Tra reportage e flusso di coscienza

Montato con riprese dai vari formati che alternano il viaggio in Cina – dove vengono raccolte le commoventi testimonianze di pazienti e scienziati – e il percorso interiore della stessa Celesia, La Meccanica delle Cose finisce, in tal modo, per trascendere dall’iniziale format del reportage tout-court per attingere i contorni di un tormentoso, ipnotico flusso di coscienza dentro il quale scorrono – attraverso piani temporali frammentati – immagini a tratti sgranate, nervose, sfocate, chiara testimonianza del disagio emotivo dell’autrice.
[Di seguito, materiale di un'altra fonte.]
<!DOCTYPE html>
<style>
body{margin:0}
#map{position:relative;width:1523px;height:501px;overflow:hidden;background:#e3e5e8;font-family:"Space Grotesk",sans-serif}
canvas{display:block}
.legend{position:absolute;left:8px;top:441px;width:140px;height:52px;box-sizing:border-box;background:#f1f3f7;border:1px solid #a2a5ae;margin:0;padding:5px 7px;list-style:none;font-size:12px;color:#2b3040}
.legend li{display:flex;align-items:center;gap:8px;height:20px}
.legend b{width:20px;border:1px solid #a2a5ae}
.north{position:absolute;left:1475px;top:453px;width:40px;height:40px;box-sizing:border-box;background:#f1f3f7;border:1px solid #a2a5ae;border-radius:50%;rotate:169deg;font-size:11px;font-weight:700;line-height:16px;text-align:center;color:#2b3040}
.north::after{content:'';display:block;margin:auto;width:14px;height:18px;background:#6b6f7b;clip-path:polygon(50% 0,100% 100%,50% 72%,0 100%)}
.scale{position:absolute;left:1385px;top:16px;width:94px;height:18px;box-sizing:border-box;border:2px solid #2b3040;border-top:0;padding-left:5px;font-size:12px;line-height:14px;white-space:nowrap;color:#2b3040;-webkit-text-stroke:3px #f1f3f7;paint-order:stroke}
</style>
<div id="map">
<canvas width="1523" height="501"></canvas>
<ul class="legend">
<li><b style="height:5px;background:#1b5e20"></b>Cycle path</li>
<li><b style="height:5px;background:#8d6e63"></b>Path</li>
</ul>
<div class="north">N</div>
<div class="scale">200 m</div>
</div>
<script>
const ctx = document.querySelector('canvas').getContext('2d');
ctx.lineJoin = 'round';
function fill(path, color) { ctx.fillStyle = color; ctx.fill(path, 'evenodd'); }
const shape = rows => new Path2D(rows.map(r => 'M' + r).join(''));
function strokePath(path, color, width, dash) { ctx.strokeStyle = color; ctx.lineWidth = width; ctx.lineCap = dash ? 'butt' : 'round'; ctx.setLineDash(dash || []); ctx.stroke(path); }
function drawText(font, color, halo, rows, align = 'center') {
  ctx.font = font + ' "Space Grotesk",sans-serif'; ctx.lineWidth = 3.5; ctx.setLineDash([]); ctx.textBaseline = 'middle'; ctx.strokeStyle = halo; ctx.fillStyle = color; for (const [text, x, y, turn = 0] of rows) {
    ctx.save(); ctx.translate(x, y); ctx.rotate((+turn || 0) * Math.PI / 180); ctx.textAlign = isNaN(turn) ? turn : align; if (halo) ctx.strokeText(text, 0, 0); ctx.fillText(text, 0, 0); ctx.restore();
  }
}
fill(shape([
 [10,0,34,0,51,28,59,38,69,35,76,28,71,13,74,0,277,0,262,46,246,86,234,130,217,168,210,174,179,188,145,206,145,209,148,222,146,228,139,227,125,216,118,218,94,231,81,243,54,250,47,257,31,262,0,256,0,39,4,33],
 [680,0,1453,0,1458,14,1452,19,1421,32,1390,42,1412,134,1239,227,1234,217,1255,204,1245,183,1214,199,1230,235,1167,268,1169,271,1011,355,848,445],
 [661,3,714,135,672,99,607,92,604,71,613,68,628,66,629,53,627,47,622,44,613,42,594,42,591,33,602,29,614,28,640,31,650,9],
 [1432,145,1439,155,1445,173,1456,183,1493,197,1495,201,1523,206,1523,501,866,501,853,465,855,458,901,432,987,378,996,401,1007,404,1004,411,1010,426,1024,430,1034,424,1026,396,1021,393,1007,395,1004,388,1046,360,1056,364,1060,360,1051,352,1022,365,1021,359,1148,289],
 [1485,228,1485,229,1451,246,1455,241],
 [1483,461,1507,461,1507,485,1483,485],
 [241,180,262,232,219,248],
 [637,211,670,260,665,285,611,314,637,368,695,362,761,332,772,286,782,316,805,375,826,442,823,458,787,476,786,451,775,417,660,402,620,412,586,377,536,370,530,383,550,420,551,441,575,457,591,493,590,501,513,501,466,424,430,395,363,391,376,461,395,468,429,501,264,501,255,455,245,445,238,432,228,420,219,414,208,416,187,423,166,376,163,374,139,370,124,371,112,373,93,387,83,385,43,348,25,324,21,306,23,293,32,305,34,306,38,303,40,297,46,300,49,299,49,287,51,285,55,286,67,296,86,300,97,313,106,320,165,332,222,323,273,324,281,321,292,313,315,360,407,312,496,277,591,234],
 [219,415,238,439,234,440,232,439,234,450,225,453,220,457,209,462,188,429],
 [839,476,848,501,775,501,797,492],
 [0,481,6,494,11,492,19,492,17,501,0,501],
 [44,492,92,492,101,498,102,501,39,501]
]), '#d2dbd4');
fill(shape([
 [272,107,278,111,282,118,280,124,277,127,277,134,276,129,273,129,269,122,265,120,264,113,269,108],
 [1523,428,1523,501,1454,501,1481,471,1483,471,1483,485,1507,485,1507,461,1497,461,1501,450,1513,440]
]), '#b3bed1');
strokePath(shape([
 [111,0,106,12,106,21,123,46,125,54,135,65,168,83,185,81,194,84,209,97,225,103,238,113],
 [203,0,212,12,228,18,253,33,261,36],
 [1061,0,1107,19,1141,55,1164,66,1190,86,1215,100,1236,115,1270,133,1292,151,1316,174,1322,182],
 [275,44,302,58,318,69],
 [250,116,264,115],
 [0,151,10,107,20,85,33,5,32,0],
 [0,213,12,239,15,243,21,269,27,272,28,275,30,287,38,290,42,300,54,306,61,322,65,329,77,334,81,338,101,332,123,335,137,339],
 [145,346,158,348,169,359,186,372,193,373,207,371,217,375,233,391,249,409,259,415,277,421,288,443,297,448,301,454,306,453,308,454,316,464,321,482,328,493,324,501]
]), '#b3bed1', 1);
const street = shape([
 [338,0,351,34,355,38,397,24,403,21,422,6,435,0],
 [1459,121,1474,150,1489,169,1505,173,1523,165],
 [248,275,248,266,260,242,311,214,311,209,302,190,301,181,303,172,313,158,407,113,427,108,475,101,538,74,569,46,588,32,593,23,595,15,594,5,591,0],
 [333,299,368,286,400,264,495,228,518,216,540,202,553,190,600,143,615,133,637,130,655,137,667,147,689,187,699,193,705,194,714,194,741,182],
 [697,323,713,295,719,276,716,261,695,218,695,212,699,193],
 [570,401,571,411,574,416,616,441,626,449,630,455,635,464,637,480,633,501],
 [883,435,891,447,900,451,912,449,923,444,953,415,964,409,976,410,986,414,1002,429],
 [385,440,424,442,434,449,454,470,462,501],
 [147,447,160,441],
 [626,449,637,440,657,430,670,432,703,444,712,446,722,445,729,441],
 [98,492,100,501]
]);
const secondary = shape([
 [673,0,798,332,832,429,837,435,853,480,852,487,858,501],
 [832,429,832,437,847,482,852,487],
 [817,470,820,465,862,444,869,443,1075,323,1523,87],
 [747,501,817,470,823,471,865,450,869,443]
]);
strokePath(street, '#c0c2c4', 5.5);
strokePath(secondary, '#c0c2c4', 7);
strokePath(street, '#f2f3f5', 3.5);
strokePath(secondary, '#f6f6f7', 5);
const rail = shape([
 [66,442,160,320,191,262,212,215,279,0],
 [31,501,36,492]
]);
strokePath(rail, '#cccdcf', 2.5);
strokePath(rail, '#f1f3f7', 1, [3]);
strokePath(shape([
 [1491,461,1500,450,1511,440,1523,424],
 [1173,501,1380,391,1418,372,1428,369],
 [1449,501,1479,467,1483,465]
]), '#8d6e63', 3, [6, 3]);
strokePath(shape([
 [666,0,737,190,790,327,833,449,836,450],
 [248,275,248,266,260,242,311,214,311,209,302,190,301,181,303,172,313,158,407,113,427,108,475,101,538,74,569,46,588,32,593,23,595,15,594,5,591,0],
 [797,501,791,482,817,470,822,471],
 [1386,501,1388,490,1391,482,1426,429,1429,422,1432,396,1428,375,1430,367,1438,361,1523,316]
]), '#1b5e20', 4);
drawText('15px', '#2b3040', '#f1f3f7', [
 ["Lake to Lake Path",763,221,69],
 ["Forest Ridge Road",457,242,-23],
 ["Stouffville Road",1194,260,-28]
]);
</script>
Vecchi filmini del padre al timone di una barca nell’azzurro mare d’estate – metafora di un paradiso perduto, ma anche segno di un passato che non può tornare – si uniscono alle sequenze fiction che punteggiano e arricchiscono il racconto di interessanti elementi onirici.

Ne scaturisce un docufilm stratificato e ben amalgamato, in cui dolore e introspezione, speranza e accettazione s’incontrano per raccontarci come sia proprio nelle nostre fragilità che ritroviamo il senso più profondo della parola umanità.